**Your goal**
Your answer should be the records below, repeated exactly as they stand.

(Beginning of Data for analysis)

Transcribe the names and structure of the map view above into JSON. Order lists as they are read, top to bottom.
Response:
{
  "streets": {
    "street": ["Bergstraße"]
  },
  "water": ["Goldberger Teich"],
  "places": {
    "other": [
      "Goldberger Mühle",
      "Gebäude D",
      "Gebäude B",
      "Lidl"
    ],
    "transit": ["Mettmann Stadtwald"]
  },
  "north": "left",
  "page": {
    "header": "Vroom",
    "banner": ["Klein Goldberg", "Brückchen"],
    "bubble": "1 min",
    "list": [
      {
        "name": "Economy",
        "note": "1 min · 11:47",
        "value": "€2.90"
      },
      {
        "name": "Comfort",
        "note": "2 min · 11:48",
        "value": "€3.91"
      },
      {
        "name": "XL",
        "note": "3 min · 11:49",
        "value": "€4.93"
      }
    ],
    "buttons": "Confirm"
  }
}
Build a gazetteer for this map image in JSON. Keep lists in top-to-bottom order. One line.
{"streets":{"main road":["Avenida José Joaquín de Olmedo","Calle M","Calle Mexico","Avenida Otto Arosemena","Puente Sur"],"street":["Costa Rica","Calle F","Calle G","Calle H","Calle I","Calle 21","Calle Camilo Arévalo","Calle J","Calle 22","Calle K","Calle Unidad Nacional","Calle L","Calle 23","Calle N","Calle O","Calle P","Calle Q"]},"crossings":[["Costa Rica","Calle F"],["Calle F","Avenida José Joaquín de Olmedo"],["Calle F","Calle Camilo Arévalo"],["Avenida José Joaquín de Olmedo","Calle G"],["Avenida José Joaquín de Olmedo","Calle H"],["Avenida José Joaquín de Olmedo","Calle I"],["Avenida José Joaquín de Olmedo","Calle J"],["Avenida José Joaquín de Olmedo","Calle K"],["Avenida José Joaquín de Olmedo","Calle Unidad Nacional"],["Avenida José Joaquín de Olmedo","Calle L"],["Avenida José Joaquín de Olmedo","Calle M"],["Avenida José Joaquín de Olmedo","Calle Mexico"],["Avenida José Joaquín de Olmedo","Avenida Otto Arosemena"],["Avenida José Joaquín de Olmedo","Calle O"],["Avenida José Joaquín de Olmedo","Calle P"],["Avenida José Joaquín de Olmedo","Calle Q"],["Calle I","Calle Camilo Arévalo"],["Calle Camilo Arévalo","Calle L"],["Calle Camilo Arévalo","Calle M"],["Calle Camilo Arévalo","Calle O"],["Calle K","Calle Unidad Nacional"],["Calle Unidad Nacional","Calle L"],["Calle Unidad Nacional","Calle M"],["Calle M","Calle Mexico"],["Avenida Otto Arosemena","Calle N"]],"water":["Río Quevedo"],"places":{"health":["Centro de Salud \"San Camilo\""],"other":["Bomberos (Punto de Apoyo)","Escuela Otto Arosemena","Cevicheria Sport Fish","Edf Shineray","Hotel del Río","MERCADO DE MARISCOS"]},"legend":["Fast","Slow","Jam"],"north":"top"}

(End of Data for analysis)

**Response to the task**
Transcribe the names and structure of the map view above into JSON. Order lists as they are read, top to bottom.
Response:
{
  "streets": {
    "street": ["Bergstraße"]
  },
  "water": ["Goldberger Teich"],
  "places": {
    "other": [
      "Goldberger Mühle",
      "Gebäude D",
      "Gebäude B",
      "Lidl"
    ],
    "transit": ["Mettmann Stadtwald"]
  },
  "north": "left",
  "page": {
    "header": "Vroom",
    "banner": ["Klein Goldberg", "Brückchen"],
    "bubble": "1 min",
    "list": [
      {
        "name": "Economy",
        "note": "1 min · 11:47",
        "value": "€2.90"
      },
      {
        "name": "Comfort",
        "note": "2 min · 11:48",
        "value": "€3.91"
      },
      {
        "name": "XL",
        "note": "3 min · 11:49",
        "value": "€4.93"
      }
    ],
    "buttons": "Confirm"
  }
}
Build a gazetteer for this map image in JSON. Keep lists in top-to-bottom order. One line.
{"streets":{"main road":["Avenida José Joaquín de Olmedo","Calle M","Calle Mexico","Avenida Otto Arosemena","Puente Sur"],"street":["Costa Rica","Calle F","Calle G","Calle H","Calle I","Calle 21","Calle Camilo Arévalo","Calle J","Calle 22","Calle K","Calle Unidad Nacional","Calle L","Calle 23","Calle N","Calle O","Calle P","Calle Q"]},"crossings":[["Costa Rica","Calle F"],["Calle F","Avenida José Joaquín de Olmedo"],["Calle F","Calle Camilo Arévalo"],["Avenida José Joaquín de Olmedo","Calle G"],["Avenida José Joaquín de Olmedo","Calle H"],["Avenida José Joaquín de Olmedo","Calle I"],["Avenida José Joaquín de Olmedo","Calle J"],["Avenida José Joaquín de Olmedo","Calle K"],["Avenida José Joaquín de Olmedo","Calle Unidad Nacional"],["Avenida José Joaquín de Olmedo","Calle L"],["Avenida José Joaquín de Olmedo","Calle M"],["Avenida José Joaquín de Olmedo","Calle Mexico"],["Avenida José Joaquín de Olmedo","Avenida Otto Arosemena"],["Avenida José Joaquín de Olmedo","Calle O"],["Avenida José Joaquín de Olmedo","Calle P"],["Avenida José Joaquín de Olmedo","Calle Q"],["Calle I","Calle Camilo Arévalo"],["Calle Camilo Arévalo","Calle L"],["Calle Camilo Arévalo","Calle M"],["Calle Camilo Arévalo","Calle O"],["Calle K","Calle Unidad Nacional"],["Calle Unidad Nacional","Calle L"],["Calle Unidad Nacional","Calle M"],["Calle M","Calle Mexico"],["Avenida Otto Arosemena","Calle N"]],"water":["Río Quevedo"],"places":{"health":["Centro de Salud \"San Camilo\""],"other":["Bomberos (Punto de Apoyo)","Escuela Otto Arosemena","Cevicheria Sport Fish","Edf Shineray","Hotel del Río","MERCADO DE MARISCOS"]},"legend":["Fast","Slow","Jam"],"north":"top"}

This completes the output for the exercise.